Ср. об этом в статье Кузнецова о любовной лирике «Союз души с душой родной» (1985):
«Когда был издан стенографический отчет VII Всесоюзного съезда писателей, на котором я говорил о державности поэтического мышления и в связи с этим определил Ахматову как тип поэтессы-рукодельницы, мне позвонил один модный стихотворец и полчаса (а это был телефонный монолог) метал громы и молнии: „Это безнравственно! Это всё равно, как если бы ты оскорбил мою мать!“
Безнравственно? Всё дело в том, что я нарушил „приличия“. С таким же успехом он мог обвинить в безнравственности мальчика из андерсеновской сказки, увидавшего короля таким, как он есть: „А король-то голый!“ Быть может, мальчик поступил неприлично (особенно со стороны тех, кто „одевал“ короля): ведь все считали короля одетым. А быть может, модному стихотворцу почему-то выгодно и удобно находиться в мире фиктивных ценностей.»

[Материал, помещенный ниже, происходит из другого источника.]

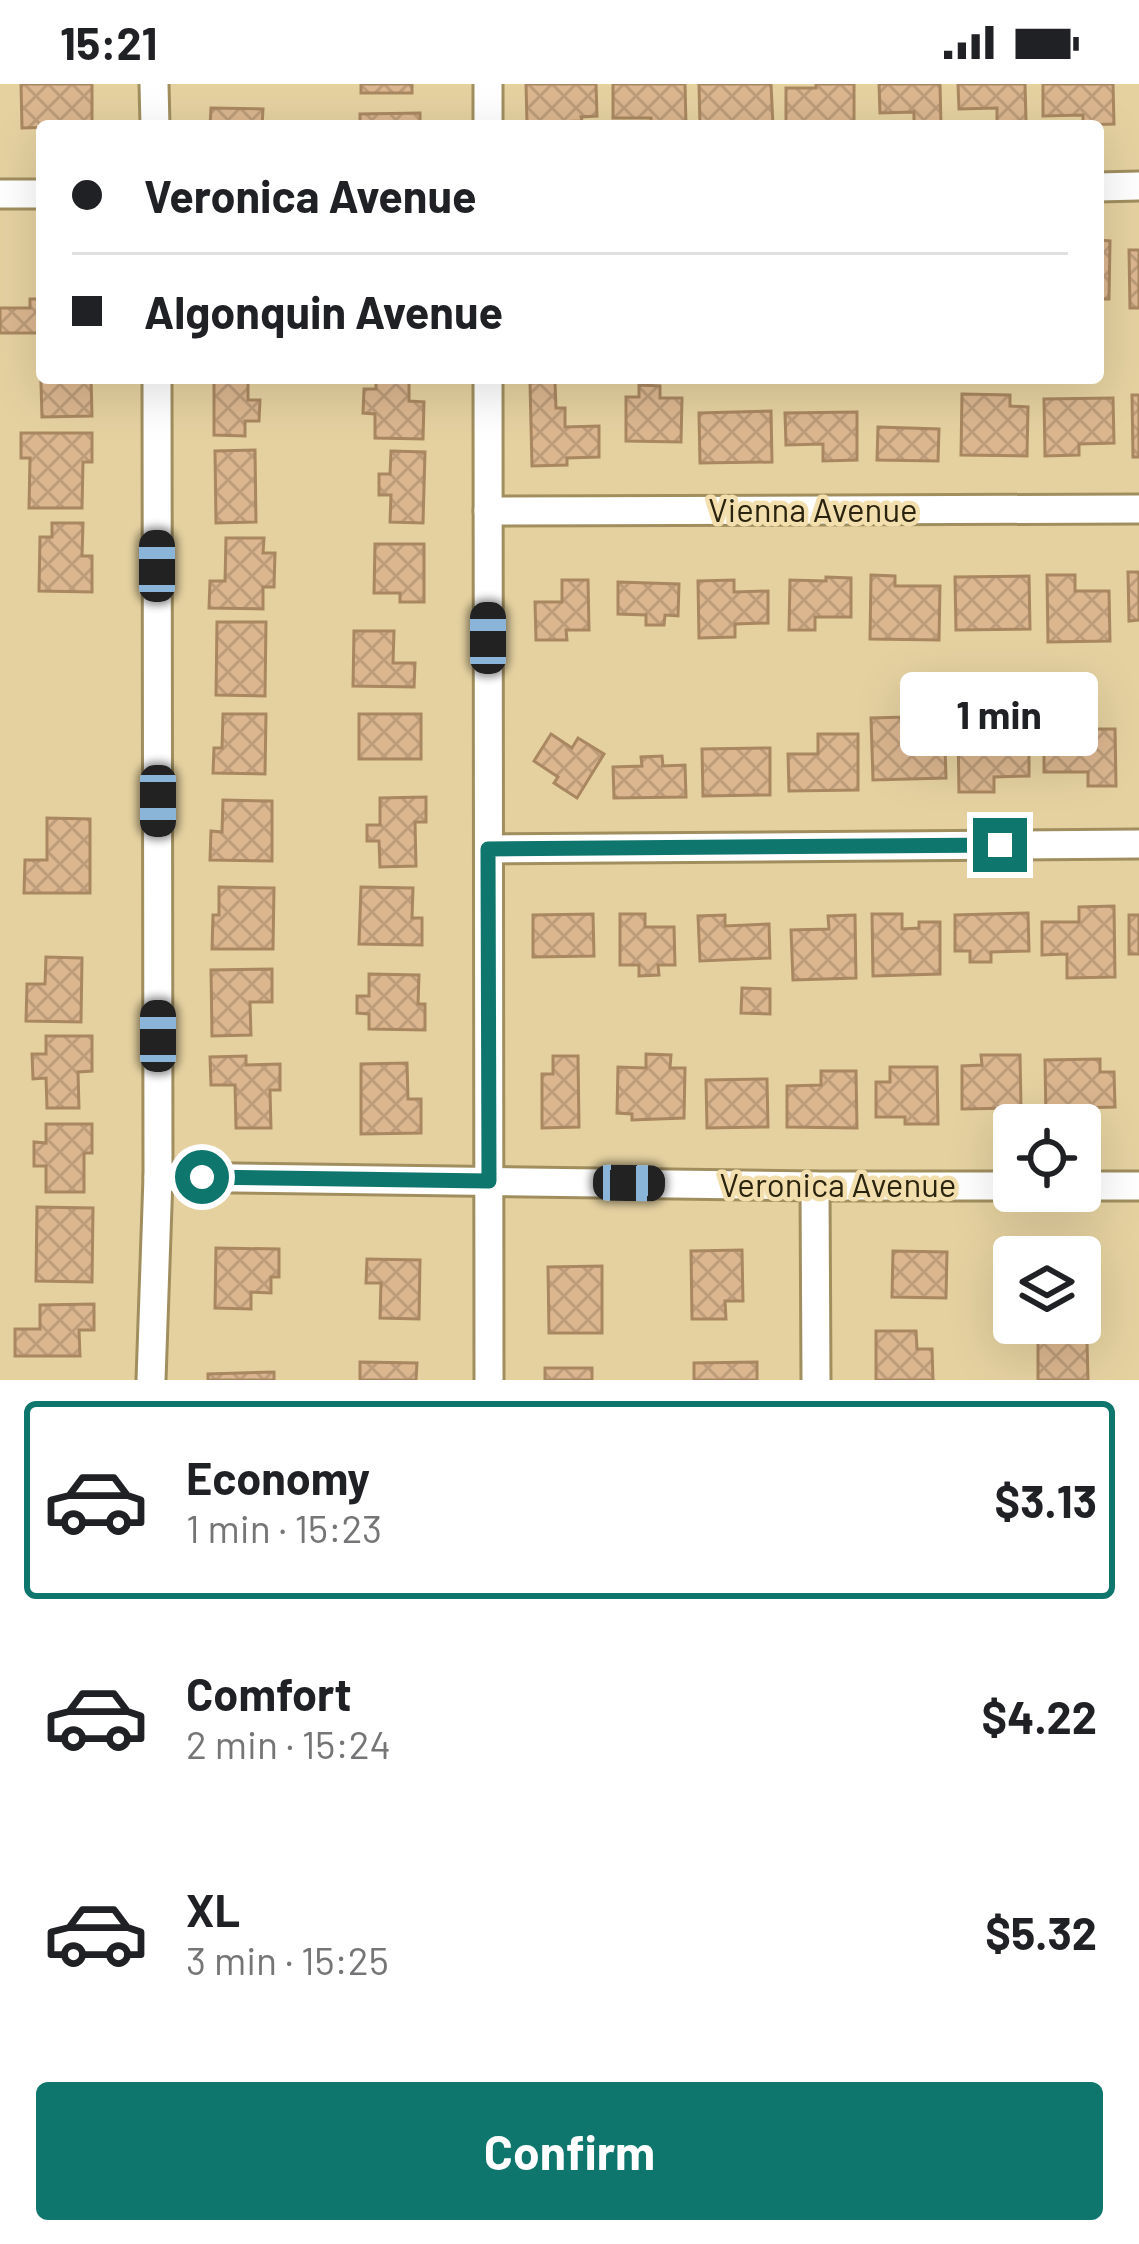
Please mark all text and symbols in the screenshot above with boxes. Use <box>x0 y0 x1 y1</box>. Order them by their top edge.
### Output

Несмотря на то, что после этого выступления поэт (отнюдь не справедливо) прослыл женоненавистником, Кузнецов придерживался высказанной тогда формулы до самого конца жизни, повторяя её неоднократно устно и в печати и даже цитируя своим студентам в Литературном институте, например, в рамках темы «Женственное начало в поэзии».

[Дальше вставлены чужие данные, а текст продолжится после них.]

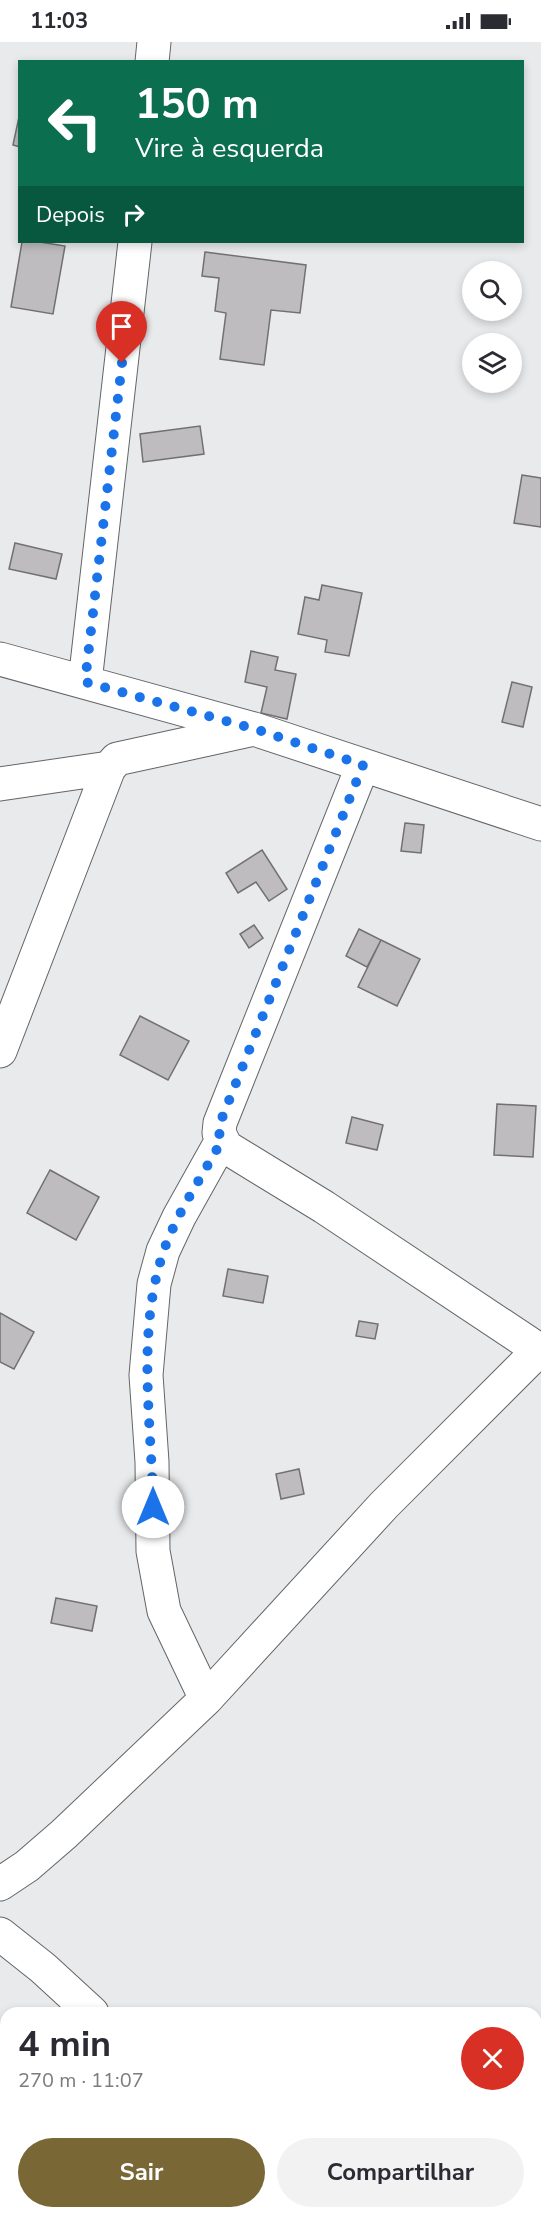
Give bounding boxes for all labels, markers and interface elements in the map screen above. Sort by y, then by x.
text: 11:03 [30,6,88,36]
text: 150 m [135,76,259,133]
icon: left [36,84,114,162]
text: Vire à esquerda [135,130,324,167]
icon: right [117,198,150,231]
text: Depois [36,200,105,230]
map controls [462,261,522,393]
button: search [462,261,522,321]
pin [96,301,147,363]
icon: arrive [105,310,138,343]
button: layers [462,333,522,393]
position arrow [121,1475,185,1539]
text: 4 min [18,2020,111,2069]
button: close [461,2027,524,2090]
text: 270 m · 11:07 [18,2067,144,2094]
button: Sair [18,2138,265,2207]
button: Compartilhar [277,2138,524,2207]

Статья была напечатана в журнале «Литературная учёба», 6, 1985
в рамках традиционной рубрики, под которой опытные поэты и критики (на этот раз Юрий Кузнецов и Наталья Лясковская) разбирают стихи молодых поэтов. Фактически разбор стихов молодых поэтов о любви Ю. Кузнецов предварил своим концептуальным эссе о любовной лирике вообще.Само название взято из стихотворения Тютчева «Предопределение».
В домашнем архиве Ю. Кузнецова сохранилась машинопись статьи под названием «О ЛЮБВИ»
, которая, очевидно, легла в основу текста опубликованного в «Литературной учёбе» (жирным выделены фрагменты, не вошедшие в журнальную версию статьи):«Любовь была не всегда. Она возникла вместе с культурой и представляет собою утончённое (культивированное) половое чувство. Все народы мира сохранили любовные песни. Любовь — „вечная“ тема поэзии.
Стихи о любви всегда облагорожены красотой, они несут в себе красоту, как свет, который то сияет, то брезжит, но он есть. Ложь в любовных стихах скрыть нельзя, она непременно вылезет наружу, как ослиное ухо.Кого Муза терпит, тому она прощает всё, даже грубость и побои, как она их прощала Есенину („Сыпь, гармоника. Скука… Скука…“).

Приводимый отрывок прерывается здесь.